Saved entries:
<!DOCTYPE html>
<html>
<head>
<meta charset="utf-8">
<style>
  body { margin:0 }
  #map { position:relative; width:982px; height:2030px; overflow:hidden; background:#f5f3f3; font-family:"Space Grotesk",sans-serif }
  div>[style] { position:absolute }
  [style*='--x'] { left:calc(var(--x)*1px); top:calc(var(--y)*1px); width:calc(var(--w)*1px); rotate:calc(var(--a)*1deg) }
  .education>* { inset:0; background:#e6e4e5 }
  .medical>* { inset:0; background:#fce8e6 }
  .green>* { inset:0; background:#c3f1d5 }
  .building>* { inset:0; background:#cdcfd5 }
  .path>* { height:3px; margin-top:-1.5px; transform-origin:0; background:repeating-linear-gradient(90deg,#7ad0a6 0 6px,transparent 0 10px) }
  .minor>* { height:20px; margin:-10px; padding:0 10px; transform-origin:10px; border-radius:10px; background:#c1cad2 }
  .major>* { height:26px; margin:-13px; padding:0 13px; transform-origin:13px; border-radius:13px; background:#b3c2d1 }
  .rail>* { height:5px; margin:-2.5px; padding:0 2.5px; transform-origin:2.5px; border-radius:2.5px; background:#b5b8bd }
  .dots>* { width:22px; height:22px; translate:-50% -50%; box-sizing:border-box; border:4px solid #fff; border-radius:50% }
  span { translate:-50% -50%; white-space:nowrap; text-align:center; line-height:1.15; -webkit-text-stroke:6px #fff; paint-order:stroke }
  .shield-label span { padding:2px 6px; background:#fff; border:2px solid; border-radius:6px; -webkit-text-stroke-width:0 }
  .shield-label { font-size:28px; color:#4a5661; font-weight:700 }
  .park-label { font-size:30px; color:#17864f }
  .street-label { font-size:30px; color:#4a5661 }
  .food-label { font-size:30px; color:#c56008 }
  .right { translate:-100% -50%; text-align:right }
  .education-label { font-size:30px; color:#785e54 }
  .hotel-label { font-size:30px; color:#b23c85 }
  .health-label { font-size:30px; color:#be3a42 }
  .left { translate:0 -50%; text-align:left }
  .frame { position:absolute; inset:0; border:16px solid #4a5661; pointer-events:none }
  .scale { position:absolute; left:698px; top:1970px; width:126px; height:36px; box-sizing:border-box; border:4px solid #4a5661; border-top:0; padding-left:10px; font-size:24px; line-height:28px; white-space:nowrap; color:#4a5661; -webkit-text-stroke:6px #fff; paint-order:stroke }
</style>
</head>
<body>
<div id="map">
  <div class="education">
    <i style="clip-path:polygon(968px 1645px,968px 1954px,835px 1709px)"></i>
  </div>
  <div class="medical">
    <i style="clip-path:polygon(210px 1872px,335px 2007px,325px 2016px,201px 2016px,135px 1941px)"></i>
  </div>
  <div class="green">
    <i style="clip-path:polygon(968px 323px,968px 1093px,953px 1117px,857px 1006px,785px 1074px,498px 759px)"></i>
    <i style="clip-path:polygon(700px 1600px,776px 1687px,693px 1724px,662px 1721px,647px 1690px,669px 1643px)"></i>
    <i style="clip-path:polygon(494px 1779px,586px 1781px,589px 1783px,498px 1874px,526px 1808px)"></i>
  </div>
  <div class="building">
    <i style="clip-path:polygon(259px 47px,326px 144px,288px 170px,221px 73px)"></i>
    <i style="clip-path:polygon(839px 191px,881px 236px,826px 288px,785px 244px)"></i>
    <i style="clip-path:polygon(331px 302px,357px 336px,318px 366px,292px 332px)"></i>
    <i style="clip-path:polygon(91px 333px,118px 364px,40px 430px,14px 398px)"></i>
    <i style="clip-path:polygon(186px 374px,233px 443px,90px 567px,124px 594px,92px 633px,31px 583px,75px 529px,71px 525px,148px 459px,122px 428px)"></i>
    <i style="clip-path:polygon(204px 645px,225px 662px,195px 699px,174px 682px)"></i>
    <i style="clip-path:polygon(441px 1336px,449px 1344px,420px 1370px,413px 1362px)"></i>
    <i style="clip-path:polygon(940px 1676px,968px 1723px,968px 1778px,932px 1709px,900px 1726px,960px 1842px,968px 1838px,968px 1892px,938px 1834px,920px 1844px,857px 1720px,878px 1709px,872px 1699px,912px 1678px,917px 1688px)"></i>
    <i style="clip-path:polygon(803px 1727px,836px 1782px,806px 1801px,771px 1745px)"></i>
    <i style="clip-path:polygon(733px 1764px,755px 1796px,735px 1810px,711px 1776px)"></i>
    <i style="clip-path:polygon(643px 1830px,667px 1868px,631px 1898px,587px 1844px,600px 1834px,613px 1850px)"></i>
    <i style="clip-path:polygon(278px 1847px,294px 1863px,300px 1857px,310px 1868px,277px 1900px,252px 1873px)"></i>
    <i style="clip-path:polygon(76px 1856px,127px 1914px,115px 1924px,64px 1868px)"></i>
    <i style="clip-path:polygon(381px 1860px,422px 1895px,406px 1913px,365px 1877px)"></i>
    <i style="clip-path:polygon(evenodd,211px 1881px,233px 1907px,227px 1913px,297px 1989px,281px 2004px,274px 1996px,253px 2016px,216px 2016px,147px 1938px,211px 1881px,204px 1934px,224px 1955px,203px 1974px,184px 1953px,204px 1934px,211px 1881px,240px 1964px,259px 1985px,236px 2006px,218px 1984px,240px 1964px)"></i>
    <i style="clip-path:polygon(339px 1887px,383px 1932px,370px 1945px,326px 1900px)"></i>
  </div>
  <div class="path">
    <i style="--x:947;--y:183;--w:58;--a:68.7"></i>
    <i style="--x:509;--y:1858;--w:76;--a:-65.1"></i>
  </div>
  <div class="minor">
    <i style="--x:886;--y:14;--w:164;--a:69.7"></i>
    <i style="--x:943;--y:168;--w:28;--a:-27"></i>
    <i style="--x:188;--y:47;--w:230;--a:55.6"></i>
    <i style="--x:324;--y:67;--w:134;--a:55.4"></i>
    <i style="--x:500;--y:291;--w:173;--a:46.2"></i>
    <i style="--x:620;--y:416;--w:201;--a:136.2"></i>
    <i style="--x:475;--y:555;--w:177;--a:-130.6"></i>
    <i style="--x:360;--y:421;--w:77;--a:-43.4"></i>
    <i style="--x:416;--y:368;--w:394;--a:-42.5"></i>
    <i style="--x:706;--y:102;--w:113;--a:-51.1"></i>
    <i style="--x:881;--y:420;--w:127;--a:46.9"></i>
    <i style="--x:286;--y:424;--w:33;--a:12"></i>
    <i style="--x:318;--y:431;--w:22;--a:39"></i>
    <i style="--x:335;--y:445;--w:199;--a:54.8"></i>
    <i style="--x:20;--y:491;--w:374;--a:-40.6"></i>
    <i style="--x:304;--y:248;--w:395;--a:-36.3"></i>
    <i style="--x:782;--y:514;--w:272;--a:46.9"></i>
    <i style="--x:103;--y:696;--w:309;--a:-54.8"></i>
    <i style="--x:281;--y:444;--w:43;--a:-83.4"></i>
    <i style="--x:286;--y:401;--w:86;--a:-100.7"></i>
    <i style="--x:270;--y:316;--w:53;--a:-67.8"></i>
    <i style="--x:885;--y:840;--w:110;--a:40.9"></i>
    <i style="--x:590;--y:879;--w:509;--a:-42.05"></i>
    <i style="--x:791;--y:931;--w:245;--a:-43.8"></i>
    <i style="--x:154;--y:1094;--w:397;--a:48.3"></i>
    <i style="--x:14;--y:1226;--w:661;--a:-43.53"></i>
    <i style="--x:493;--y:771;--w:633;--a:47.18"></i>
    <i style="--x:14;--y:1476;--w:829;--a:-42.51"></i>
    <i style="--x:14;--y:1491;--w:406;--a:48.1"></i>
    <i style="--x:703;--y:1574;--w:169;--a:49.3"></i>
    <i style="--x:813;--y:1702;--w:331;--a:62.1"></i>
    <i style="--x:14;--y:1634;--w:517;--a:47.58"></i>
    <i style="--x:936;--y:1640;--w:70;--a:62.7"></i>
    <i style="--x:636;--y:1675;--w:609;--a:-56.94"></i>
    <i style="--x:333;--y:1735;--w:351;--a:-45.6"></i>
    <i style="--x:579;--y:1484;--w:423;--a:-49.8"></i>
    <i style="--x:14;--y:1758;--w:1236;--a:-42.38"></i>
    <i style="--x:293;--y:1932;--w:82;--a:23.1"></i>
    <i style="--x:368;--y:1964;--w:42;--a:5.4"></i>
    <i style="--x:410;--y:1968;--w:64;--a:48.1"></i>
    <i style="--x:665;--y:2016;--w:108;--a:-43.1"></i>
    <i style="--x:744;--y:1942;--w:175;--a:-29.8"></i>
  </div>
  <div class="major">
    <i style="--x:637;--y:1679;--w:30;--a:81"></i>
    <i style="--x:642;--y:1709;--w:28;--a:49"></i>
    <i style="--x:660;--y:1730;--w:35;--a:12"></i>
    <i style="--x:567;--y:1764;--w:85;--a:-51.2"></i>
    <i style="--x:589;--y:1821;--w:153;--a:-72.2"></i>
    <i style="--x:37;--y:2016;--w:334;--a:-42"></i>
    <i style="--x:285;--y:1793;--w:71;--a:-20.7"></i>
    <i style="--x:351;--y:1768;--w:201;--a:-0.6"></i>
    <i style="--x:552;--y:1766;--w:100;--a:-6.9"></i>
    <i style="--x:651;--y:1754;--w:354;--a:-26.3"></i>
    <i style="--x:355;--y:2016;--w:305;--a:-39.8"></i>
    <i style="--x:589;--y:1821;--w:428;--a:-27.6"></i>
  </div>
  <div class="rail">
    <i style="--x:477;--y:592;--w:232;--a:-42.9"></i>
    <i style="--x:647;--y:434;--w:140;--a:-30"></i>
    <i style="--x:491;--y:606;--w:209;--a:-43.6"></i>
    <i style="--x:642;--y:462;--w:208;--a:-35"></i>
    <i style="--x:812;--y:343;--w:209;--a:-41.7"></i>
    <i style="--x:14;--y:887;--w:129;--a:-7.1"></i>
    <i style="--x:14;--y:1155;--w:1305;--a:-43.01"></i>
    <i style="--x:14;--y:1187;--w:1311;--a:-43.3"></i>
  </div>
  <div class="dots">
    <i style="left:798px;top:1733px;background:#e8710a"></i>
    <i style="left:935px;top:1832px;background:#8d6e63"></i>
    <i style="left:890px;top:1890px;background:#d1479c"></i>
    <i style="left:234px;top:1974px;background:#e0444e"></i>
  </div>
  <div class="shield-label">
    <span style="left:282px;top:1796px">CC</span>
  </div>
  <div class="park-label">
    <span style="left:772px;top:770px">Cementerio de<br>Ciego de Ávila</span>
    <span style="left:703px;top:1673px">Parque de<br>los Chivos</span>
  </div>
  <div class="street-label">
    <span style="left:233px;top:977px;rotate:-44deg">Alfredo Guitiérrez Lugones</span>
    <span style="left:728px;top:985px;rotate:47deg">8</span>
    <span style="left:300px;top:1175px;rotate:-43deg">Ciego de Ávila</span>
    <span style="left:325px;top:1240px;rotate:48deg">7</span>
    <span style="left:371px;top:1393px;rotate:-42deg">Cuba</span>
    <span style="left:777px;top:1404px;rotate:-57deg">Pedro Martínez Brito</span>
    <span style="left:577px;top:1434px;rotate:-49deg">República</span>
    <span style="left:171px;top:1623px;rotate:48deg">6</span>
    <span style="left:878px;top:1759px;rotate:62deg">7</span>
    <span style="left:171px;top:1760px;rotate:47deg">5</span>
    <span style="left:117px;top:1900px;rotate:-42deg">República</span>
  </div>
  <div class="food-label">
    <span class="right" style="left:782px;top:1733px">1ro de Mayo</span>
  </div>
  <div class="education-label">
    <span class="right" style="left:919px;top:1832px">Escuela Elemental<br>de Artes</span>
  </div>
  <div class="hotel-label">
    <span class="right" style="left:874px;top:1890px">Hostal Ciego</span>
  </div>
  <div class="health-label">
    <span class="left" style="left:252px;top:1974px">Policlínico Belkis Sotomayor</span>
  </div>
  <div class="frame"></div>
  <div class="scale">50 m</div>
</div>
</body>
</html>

TO DO |
Quote every line of the records above, from the first down to the one holding "height:3px; margin-top:-1.5px; transform-origin:0;", exactly as written.

ANSWER TO THIS TASK |
<!DOCTYPE html>
<html>
<head>
<meta charset="utf-8">
<style>
  body { margin:0 }
  #map { position:relative; width:982px; height:2030px; overflow:hidden; background:#f5f3f3; font-family:"Space Grotesk",sans-serif }
  div>[style] { position:absolute }
  [style*='--x'] { left:calc(var(--x)*1px); top:calc(var(--y)*1px); width:calc(var(--w)*1px); rotate:calc(var(--a)*1deg) }
  .education>* { inset:0; background:#e6e4e5 }
  .medical>* { inset:0; background:#fce8e6 }
  .green>* { inset:0; background:#c3f1d5 }
  .building>* { inset:0; background:#cdcfd5 }
  .path>* { height:3px; margin-top:-1.5px; transform-origin:0; background:repeating-linear-gradient(90deg,#7ad0a6 0 6px,transparent 0 10px) }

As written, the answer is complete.